Выступление слушали с вниманием и серьёзностью; стояла тишина, но настолько напряжённая, что сидевший рядом с Линкольном Хорас Грили признавался потом, что всё время ждал, что вдруг сухо треснет ружейный выстрел…{424} Но сухо и громко треснула только ветка дерева — и один из слушателей, недавно гордившийся удобным насестом, свалился на землю.

Ни кентуккийский акцент президента, ни его высокий голос не резали слух — аудитория ловила идеи, и они успокаивали: «Я считаю, что с точки зрения универсального права и Конституции Союз этих штатов вечен (после этих слов аудитория взорвалась громкими приветственными криками). Вечность, даже если она не выражена прямо, подразумевается в основном законе всех государственных форм правления. Можно с уверенностью утверждать, что никакая система правления как таковая никогда не имела в своём основном законе положения о прекращении собственного существования».

Единство Союза — вот центральная тема речи, задуманная ещё в Спрингфилде. Она объединяла большинство, и слова о единстве страны были встречены возгласами одобрения. После них можно было обосновать незаконность сецессии. Линкольн стал приводить логичные доводы: даже если Соединённые Штаты не особая система правления, а только ассоциация договорившихся между собой штатов, как можно расторгнуть договор без участия всех сторон, его заключавших? Разорвать его только по заявлению одной стороны — разве не означает нарушить? А для законной отмены разве не требуется согласие всех сторон? В самом начале Конституции США говорится, что народ объединился, чтобы «образовать более совершенный Союз». «Но, — продолжал Линкольн, — если разрушение Союза одним или только частью штатов станет возможным по закону, то тогда Союз будет менее совершенным, чем до принятия Конституции». Следовательно, такое разрушение противоречит основному закону страны. Значит, «ни один из штатов не вправе сугубо по собственной инициативе выйти из Союза, а принимаемые с этой целью решения и постановления не имеют юридической силы, и акты насилия в пределах любого штата или штатов, направленные против правительства Соединённых Штатов, приобретают, в зависимости от обстоятельств, повстанческий или революционный характер».
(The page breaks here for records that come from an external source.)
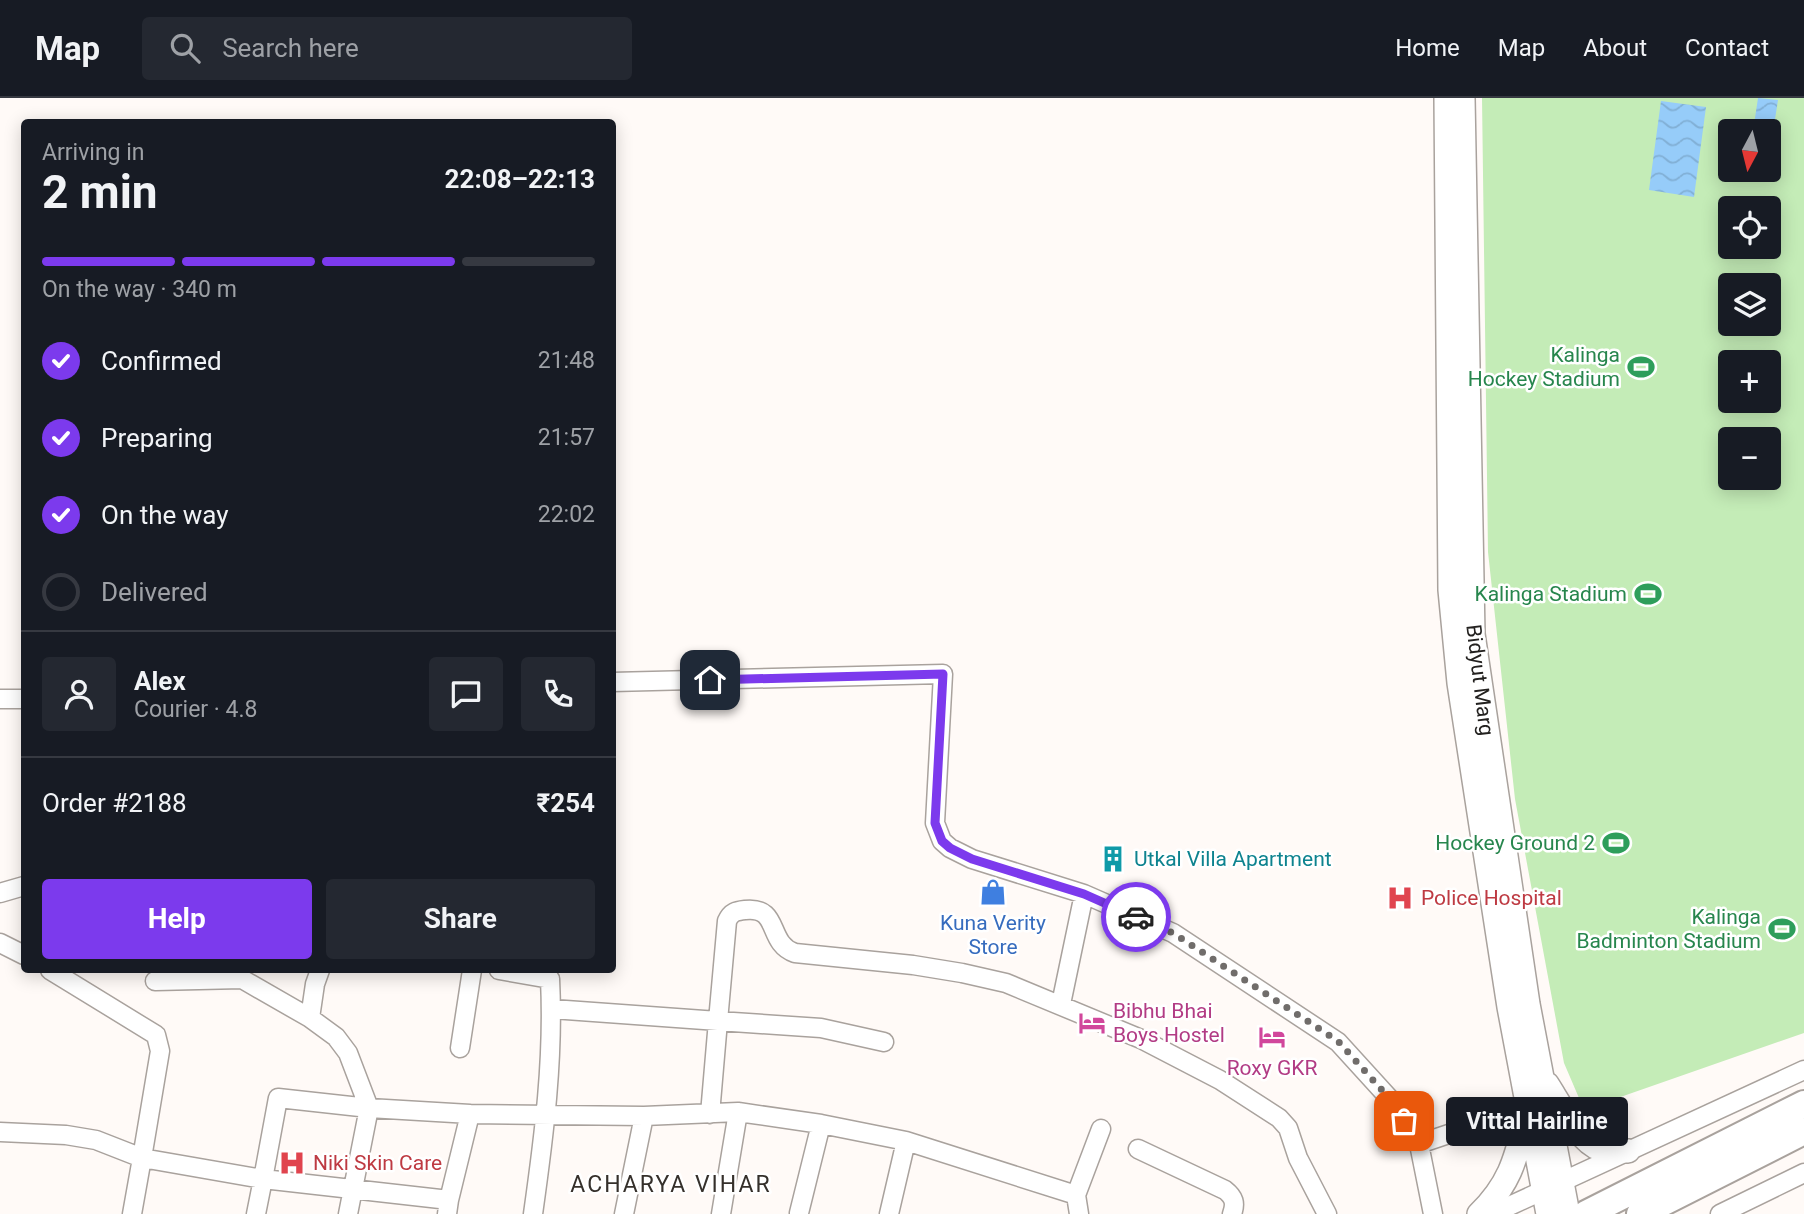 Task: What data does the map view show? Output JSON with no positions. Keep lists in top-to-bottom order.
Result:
{
  "streets": {
    "main road": ["Bidyut Marg"]
  },
  "districts": ["ACHARYA VIHAR"],
  "places": {
    "sports": [
      "Kalinga Hockey Stadium",
      "Kalinga Stadium",
      "Hockey Ground 2",
      "Kalinga Badminton Stadium"
    ],
    "building": ["Utkal Villa Apartment"],
    "shop": ["Kuna Verity Store"],
    "hospital": ["Police Hospital", "Niki Skin Care"],
    "hotel": ["Bibhu Bhai Boys Hostel", "Roxy GKR"],
    "other": ["Vittal Hairline"]
  },
  "north": "bottom",
  "page": {
    "header": "Map",
    "search": "Search here",
    "nav": [
      "Home",
      "Map",
      "About",
      "Contact"
    ],
    "map_buttons": ["+", "−"],
    "heading": ["2 min", "Arriving in", "22:08–22:13"],
    "panel": [
      "Alex",
      "Courier · 4.8",
      "Order #2188",
      "₹254"
    ],
    "bar": "On the way · 340 m",
    "list": [
      ["Confirmed", "21:48"],
      ["Preparing", "21:57"],
      ["On the way", "22:02"],
      "Delivered"
    ],
    "buttons": ["Help", "Share"],
    "bubble": "Vittal Hairline"
  }
}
Из этих рассуждений видно, что Линкольн для выработки своей позиции воспользовался юридическими прецедентами, в частности давним решением Верховного суда США, его легендарного судьи Маршалла: «Народ создал Конституцию, и только народ может её отменить. Это порождение его воли, и по его воле оно живёт. Эта верховная и непреодолимая власть создавать и отменять принадлежит только всему народу, а не какой-то его части. Любая попытка какой-то части народа применить эту власть есть узурпация и должна быть пресечена теми, кому народ делегировал свои права на это. Тот факт, что правительство не может действовать наперекор воле народа и не может ни силой, ни как-либо ещё контролировать всю нацию, не является аргументом в пользу того, что это правительство не имеет конституционных прав сохранять существующую систему правления, выступая против части нации, действующей вопреки общей воле народа» (дело 1821 года «Коэн против Вирджинии»){425}.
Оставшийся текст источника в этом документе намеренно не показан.